The stimulation and reference electrodes 2, 3 must have electrical contact with the surface of the patient's skin, and this contact is permitted by contact points 8, 9 which can be designed as small metal balls. The electrodes 2, 3 lie on the inner face of the tragus, i.e. an anatomical part of the auricle. The distance between the contact points 8, 9 is preferably between 1 mm and 15 mm, particularly preferably between 2 mm and 6 mm.
In another variant of the solution, the earpiece can be inserted farther into the auditory canal and can there also provide stimulation of the vagus nerve. For this purpose, the electrodes 2, 3 can be designed as flat surface electrodes, for example. Further nerve endings of the vagus nerve are stimulated deeper within the auditory canal.
The electrodes 2, 3 are connected to cables (not shown) which are routed in a concealed manner within the earpiece. The cable connections in turn are connected to the control unit 4 preferably located behind the ear. The connection is established via the bow-shaped extension piece 6, as has been explained. The stimulation frequency, stimulation strength, impulse duration, stimulation intervals and current form are set via the stimulation frequency regulator 17.
In a similar way to an in-the-ear hearing aid, the whole technology can also be integrated into a device that comes to lie in the concha of the ear and fills it.
The device is supplied with current by the battery 10 and is therefore independent of an external power source.

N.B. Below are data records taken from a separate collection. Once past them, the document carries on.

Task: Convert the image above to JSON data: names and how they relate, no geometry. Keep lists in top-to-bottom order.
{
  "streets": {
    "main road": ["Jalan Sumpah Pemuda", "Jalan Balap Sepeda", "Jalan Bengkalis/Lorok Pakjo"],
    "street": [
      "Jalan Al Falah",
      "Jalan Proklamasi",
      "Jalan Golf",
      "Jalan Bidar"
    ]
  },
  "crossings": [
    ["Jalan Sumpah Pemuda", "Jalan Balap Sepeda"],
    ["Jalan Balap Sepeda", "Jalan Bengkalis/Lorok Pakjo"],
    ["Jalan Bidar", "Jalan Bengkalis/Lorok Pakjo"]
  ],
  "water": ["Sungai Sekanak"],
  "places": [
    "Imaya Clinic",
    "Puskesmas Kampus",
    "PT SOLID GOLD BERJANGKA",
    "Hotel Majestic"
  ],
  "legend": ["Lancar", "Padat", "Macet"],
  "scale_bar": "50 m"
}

Provision can be made for the current to be supplied via a rechargeable battery 10 which is integrated into the housing 5. For the recharging operation, the device 1 is inserted into a small specially designed case which is connected to an external power source and which charges the battery 10 overnight by induction, for example.
The earpiece can additionally be provided with a sensor for measuring the pulse and oxygen saturation. Such sensors are known for measurement of respiratory function and pulse and are commercially available. The measured values can be recorded on a memory chip located in the housing 5 behind or in the ear, such that they can later be read out by a physician via a cableless interface and can be evaluated using software. From the change in the pulse rate variability calculated by the software, the physician is able to obtain important information concerning the psychovegetative modulation effect of the stimulation device and is thus also provided with control data over the course of the therapy.

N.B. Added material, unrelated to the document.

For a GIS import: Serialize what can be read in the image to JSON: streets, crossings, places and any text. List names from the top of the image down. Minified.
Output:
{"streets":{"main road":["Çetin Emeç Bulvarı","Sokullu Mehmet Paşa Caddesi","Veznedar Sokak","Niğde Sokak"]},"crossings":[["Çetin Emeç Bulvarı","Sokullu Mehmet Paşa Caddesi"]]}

The described device can be constructed according to standard values, or the earpiece and other parts can be manufactured individually.

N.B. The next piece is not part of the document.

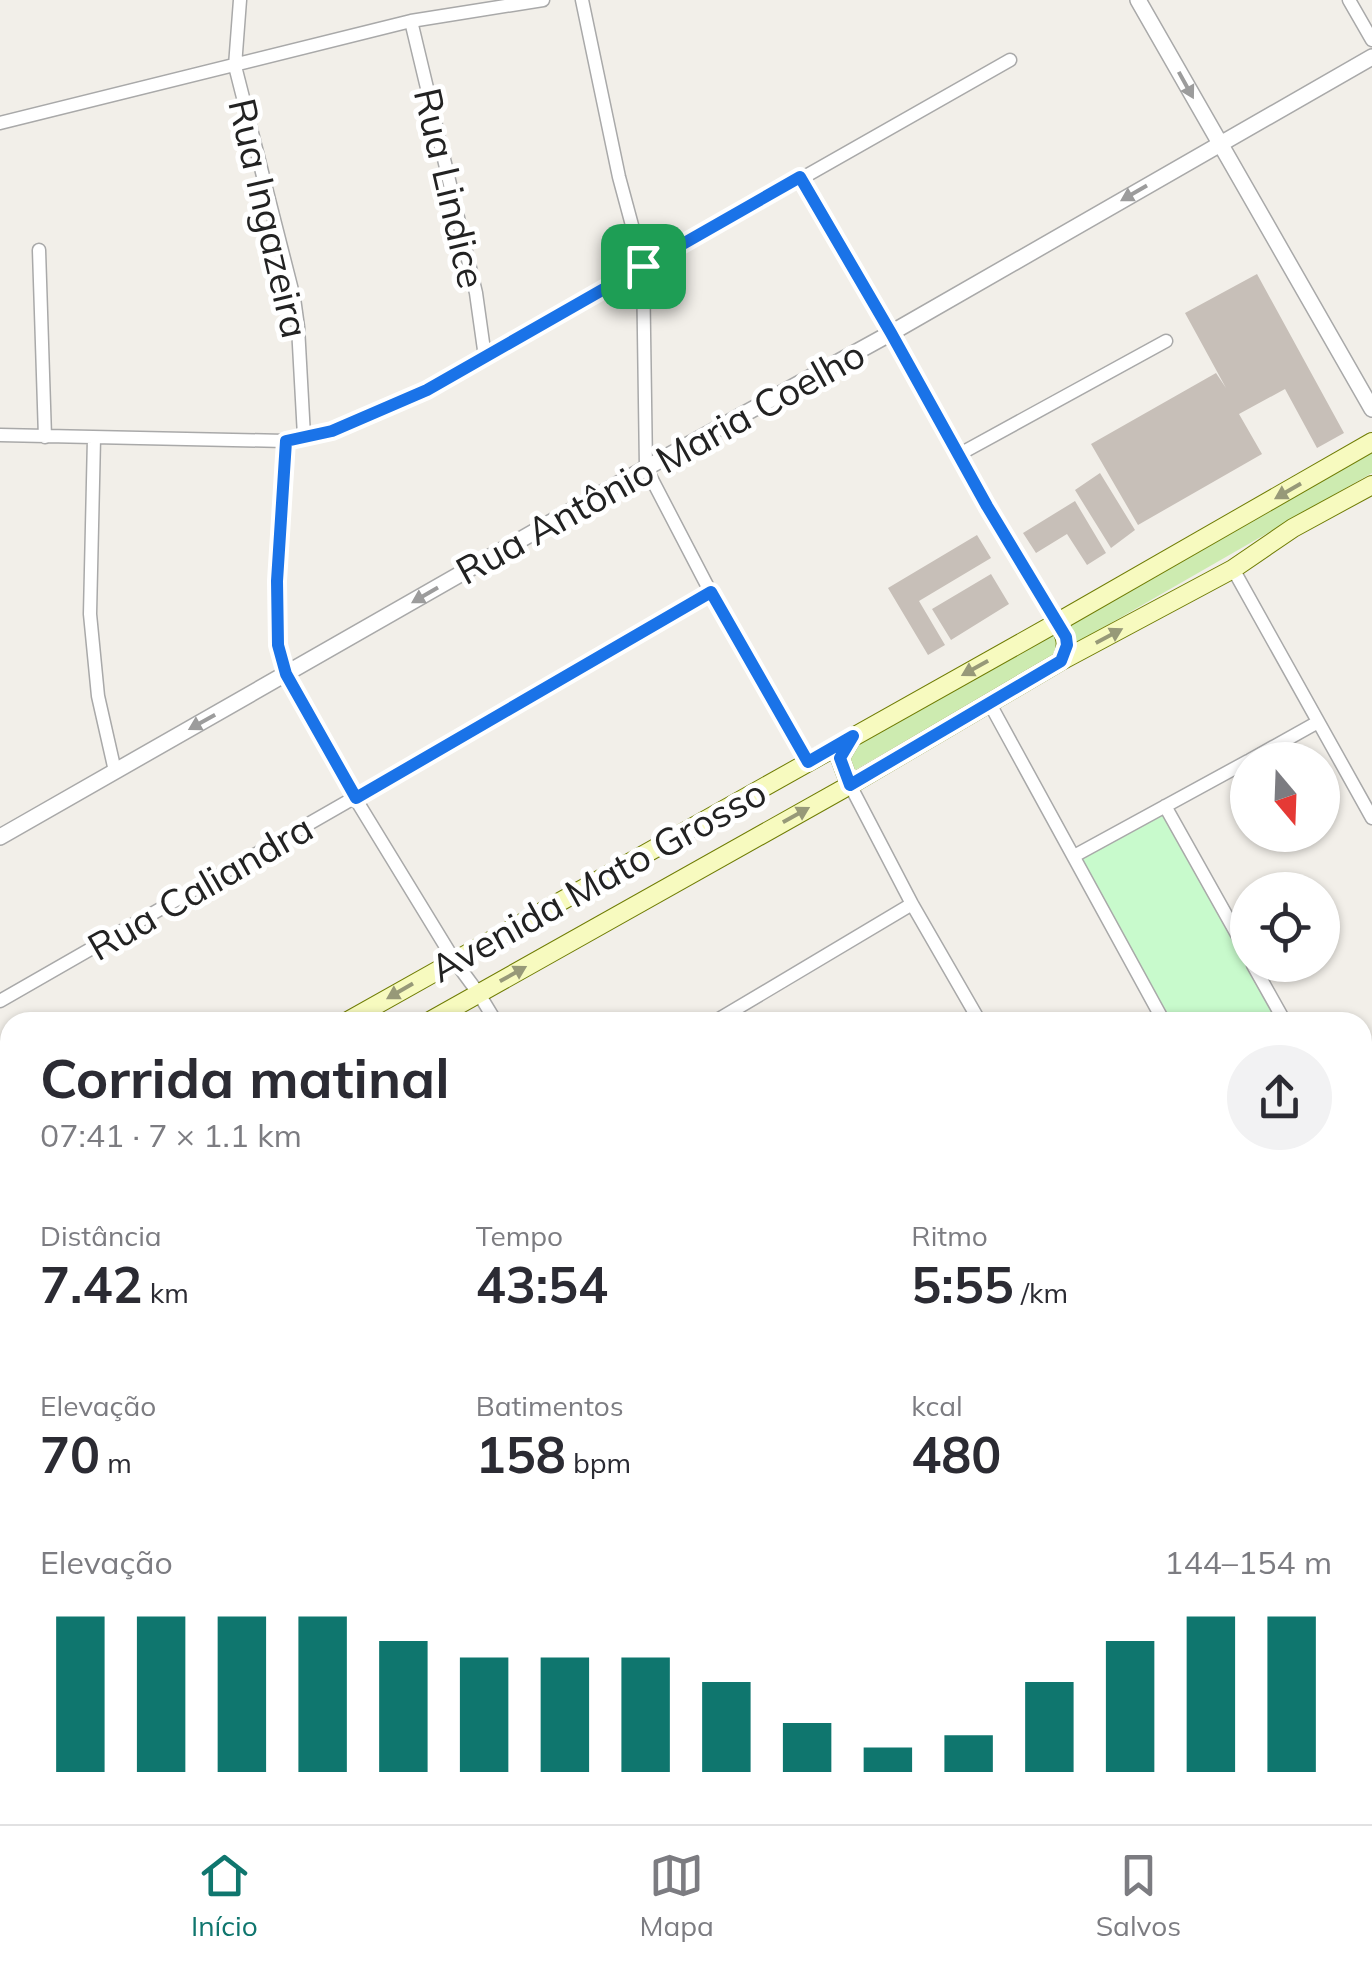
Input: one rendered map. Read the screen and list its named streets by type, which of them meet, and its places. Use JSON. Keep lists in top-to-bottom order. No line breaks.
{"streets":{"main road":["Avenida Mato Grosso"],"street":["Rua Lindice","Rua Ingazeira","Rua Antônio Maria Coelho","Rua Caliandra"]},"one_way":["Rua Antônio Maria Coelho"],"north":"bottom","page":{"heading":["Corrida matinal","07:41 · 7 × 1.1 km"],"stats":[["Distância","7.42 km"],["Tempo","43:54"],["Ritmo","5:55 /km"],["Elevação","70 m"],["Batimentos","158 bpm"],["kcal","480"]],"chart":["Elevação","144–154 m"],"tabs":["Início","Mapa","Salvos"]}}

In an alternative embodiment, the electrode head 7 and the control unit 4 are stored separately and are connected via a cable.
In a further alternative, the stimulation technology can be integrated into a mobile telephone and into its hands-free unit. The control unit 4 and its electronics can in this case be integrated into the circuitry of the mobile telephone. The stimulation unit 7 with stimulation electrode 2 and reference electrode 3 can be installed in the earpiece of the hands-free unit. The communication between earpiece and mobile telephone can be wireless, for example by means of Bluetooth technology, or can be via a connecting cable.
It is also possible for the technology to be integrated into headphones and devices for example for digital media playback. These can be MP3 players or, in particular, MD players or Discmans.